Jul 13, 2010 | babies, family

I don’t speak Spanish. I wish I did. I understand a good bit of the language in context, but I don’t have the necessary vocabulary to respond in full sentences. As Oscar says, “I know a lot of nouns.” Which is great for being able to point at things and say what they are, but it’s not good for conversations with Oscar’s grandparents, who probably know as much English or less as I know Spanish.

I didn’t take Spanish in high school or college, and also really wish I did. I took French instead, and really, I don’t remember much of that, either. (At this point, I probably know more Spanish than French – kinda sad.)

Anyway.

I want the baby to be fluent in both English and Spanish, even though this may pose a little difficult for me. I think though, as he’s learning both languages, I’ll learn more Spanish too, and eventually maybe speak at the conversational level. I’ve bought him books in both Spanish and English in hopes that when I read him both over and over, the words will start to make sense to me. We have two copies of one of my favorite books as a child, Mike Mulligan and his Steamshovel – my copy from when I was little and a brand-new complete Spanish copy. I think this will help me, because I already know the story so well, and I’ll learn the words that mean the same thing as what I already know in English.

My fear (because of course there is one) is that once he realizes he speaks English with Mom and Spanish with Dad, that he’ll also figure out how to confuse Mom (or my parents, who know far less Spanish than I do) by speaking Spanish – a pretty awkward feeling. It doesn’t happen as often as it did when I first started dating Oscar, but I distinctly remember a few times when I found out afterward that people had been talking about me right in front of my face and I had no idea.

In reality though, since English is my first language, and I’ll probably be at home during the day the most with him, he’ll probably pick up English faster than Spanish.  But I intend to teach him all about both cultures, placing equal importance on the Mexican Independence Day as the United States’ Independence Day. There’s still so much about my husband’s background and culture that I have yet to learn too, so I’m excited about the process of learning and teaching my son as I go.

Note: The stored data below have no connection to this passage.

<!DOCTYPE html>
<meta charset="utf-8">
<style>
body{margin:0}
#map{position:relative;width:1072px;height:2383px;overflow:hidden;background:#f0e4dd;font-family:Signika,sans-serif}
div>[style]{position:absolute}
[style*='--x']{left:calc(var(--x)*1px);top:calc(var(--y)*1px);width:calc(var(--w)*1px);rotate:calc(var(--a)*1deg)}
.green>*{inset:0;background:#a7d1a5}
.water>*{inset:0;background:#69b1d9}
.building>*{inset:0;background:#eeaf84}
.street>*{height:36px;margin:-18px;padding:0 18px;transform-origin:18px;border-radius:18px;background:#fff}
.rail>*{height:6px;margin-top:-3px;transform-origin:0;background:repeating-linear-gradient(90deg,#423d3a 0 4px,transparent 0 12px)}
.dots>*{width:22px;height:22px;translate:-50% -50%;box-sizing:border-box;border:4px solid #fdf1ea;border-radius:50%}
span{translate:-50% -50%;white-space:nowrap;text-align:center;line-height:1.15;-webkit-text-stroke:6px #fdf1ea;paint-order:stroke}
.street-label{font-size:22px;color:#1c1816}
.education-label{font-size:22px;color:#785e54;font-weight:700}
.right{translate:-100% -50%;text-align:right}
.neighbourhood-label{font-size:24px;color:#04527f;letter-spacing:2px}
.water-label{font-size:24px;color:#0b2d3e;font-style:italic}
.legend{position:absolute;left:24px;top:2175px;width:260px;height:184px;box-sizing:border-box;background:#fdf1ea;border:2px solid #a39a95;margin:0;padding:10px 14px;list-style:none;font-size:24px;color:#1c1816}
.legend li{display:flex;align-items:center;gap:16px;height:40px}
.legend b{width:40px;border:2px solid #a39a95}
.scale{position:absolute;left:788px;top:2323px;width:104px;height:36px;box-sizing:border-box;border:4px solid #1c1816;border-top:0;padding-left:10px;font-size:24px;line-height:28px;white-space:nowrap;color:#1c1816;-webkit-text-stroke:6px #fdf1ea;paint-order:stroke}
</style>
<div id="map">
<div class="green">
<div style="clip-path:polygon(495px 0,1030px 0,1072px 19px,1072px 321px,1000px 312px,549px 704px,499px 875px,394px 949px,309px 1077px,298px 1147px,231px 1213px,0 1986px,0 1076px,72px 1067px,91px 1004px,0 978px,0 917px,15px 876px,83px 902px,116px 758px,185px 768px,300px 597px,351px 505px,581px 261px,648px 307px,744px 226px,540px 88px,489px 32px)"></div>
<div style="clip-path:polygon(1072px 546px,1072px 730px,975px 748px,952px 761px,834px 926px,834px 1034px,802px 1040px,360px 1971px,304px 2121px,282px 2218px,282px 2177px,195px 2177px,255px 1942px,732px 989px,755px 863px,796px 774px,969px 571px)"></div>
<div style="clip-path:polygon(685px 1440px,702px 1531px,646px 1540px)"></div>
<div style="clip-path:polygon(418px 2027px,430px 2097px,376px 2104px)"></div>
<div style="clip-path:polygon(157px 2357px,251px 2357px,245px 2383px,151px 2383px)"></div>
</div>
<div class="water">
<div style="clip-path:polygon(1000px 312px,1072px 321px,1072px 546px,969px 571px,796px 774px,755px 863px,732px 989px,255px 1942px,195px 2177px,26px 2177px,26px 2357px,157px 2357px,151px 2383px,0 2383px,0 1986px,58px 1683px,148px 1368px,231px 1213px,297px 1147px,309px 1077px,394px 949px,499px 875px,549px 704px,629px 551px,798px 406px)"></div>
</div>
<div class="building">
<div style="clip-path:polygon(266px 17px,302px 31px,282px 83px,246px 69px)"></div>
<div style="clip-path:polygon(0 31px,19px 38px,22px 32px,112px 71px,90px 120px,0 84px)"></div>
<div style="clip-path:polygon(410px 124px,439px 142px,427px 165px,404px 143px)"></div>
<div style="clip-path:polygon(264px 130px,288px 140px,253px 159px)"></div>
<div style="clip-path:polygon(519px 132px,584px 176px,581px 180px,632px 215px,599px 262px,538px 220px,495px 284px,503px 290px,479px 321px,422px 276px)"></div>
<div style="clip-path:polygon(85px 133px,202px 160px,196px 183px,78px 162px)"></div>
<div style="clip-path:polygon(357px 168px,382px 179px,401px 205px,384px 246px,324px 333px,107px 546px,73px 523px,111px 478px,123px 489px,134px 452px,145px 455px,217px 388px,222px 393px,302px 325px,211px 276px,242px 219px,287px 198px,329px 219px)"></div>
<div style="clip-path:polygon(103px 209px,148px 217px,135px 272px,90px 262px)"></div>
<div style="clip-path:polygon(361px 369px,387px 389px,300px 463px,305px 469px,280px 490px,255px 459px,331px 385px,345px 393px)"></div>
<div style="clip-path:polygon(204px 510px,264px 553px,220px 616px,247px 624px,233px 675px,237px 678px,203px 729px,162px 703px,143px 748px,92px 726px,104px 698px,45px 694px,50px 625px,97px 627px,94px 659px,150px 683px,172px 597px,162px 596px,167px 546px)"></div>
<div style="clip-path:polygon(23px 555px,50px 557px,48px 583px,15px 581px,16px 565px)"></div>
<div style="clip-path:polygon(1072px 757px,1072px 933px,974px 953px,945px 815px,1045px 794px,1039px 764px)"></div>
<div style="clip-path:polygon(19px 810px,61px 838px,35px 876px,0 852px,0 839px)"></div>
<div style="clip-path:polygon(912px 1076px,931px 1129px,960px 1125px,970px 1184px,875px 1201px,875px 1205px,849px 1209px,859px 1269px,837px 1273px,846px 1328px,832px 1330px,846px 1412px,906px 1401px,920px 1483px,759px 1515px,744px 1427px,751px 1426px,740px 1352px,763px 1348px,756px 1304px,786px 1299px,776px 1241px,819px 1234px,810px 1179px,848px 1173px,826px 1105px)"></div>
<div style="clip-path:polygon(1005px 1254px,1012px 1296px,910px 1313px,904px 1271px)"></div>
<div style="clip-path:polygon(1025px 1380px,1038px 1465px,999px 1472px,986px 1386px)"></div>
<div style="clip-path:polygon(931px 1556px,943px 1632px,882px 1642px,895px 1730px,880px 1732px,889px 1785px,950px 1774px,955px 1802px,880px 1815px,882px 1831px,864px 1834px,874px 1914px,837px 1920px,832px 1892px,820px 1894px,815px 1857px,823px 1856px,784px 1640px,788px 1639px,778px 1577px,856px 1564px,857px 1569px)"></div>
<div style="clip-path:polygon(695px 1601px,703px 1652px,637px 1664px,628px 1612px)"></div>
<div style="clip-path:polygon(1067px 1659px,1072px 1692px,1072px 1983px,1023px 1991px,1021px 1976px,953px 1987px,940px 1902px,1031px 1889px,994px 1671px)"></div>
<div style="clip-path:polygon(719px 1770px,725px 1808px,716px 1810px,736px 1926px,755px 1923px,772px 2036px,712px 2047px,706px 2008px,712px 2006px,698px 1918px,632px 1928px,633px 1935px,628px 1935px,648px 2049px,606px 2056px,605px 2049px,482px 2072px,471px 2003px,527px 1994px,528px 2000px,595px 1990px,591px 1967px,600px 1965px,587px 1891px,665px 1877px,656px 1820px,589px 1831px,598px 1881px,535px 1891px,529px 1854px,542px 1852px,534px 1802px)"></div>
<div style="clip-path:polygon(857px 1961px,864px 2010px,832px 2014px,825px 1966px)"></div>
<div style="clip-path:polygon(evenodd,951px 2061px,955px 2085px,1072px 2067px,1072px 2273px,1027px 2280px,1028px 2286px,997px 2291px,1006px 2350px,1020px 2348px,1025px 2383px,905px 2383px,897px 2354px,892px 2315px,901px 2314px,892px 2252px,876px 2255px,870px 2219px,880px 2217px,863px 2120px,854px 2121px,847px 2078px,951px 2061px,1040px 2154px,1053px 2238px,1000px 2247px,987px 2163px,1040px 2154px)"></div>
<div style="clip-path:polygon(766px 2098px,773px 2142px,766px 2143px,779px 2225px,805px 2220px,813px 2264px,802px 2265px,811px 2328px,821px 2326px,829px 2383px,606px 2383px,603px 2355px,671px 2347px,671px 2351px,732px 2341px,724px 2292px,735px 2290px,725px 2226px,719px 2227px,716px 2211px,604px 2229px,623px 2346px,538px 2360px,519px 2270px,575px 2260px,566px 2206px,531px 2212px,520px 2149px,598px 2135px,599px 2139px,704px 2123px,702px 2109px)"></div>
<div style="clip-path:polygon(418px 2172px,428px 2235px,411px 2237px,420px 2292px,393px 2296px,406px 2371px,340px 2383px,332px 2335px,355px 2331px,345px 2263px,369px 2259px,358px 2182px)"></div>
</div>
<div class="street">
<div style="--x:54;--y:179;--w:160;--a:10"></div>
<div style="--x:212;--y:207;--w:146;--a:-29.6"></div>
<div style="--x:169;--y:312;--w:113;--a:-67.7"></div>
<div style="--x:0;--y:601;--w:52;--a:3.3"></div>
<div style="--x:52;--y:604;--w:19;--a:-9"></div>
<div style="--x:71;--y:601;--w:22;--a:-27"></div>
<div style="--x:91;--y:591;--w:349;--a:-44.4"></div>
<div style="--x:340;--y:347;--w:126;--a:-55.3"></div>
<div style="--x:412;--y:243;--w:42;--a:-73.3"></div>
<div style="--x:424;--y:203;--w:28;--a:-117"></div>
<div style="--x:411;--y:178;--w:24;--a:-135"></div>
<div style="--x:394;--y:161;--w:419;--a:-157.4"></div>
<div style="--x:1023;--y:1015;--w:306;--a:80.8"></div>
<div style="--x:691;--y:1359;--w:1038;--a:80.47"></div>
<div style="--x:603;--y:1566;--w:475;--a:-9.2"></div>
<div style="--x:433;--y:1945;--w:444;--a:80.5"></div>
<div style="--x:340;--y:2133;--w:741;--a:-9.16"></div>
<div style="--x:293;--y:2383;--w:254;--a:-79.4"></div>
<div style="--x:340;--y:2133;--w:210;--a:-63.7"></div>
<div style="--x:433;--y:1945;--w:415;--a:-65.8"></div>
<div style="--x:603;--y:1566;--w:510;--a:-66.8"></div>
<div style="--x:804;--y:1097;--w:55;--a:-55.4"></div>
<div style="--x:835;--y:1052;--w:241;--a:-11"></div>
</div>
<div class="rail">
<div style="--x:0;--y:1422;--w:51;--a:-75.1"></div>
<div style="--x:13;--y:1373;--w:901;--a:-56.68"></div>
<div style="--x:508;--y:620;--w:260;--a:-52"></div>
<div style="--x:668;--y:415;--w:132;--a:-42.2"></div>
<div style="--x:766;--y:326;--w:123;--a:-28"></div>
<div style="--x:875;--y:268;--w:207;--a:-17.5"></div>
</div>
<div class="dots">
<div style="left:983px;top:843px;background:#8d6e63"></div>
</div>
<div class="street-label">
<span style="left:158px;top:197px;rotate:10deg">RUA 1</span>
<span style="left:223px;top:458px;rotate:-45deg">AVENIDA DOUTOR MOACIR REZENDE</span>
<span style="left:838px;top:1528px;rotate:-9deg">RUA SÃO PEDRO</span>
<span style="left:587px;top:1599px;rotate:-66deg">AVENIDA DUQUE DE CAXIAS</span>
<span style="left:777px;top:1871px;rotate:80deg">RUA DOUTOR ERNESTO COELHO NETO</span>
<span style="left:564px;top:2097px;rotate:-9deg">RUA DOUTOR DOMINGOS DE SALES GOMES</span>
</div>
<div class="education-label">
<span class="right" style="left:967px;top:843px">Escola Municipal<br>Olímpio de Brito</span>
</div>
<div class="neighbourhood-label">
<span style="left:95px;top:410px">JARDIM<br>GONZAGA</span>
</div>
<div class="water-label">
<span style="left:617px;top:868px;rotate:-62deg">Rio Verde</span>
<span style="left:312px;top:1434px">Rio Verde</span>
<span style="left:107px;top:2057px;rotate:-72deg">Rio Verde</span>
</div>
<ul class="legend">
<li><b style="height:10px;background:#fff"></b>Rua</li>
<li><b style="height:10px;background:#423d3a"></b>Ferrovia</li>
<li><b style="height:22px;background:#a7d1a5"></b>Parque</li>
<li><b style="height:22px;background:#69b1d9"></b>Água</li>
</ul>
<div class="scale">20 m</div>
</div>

Any other dual-language families have tips on blending cultures or maintaining the importance of both languages? I’d love to hear your thoughts! (Also, did you read Mike Mulligan and his Steamshovel, too?)

1 Comment

  1. We are hoping that Y’s parents will help Charlie learn Cantonese. Y always tells me how he wishes I spoke Cantonese, but it’s a REALLY hard language. Also, I suck at languages.

    I still have hope that I can learn tho.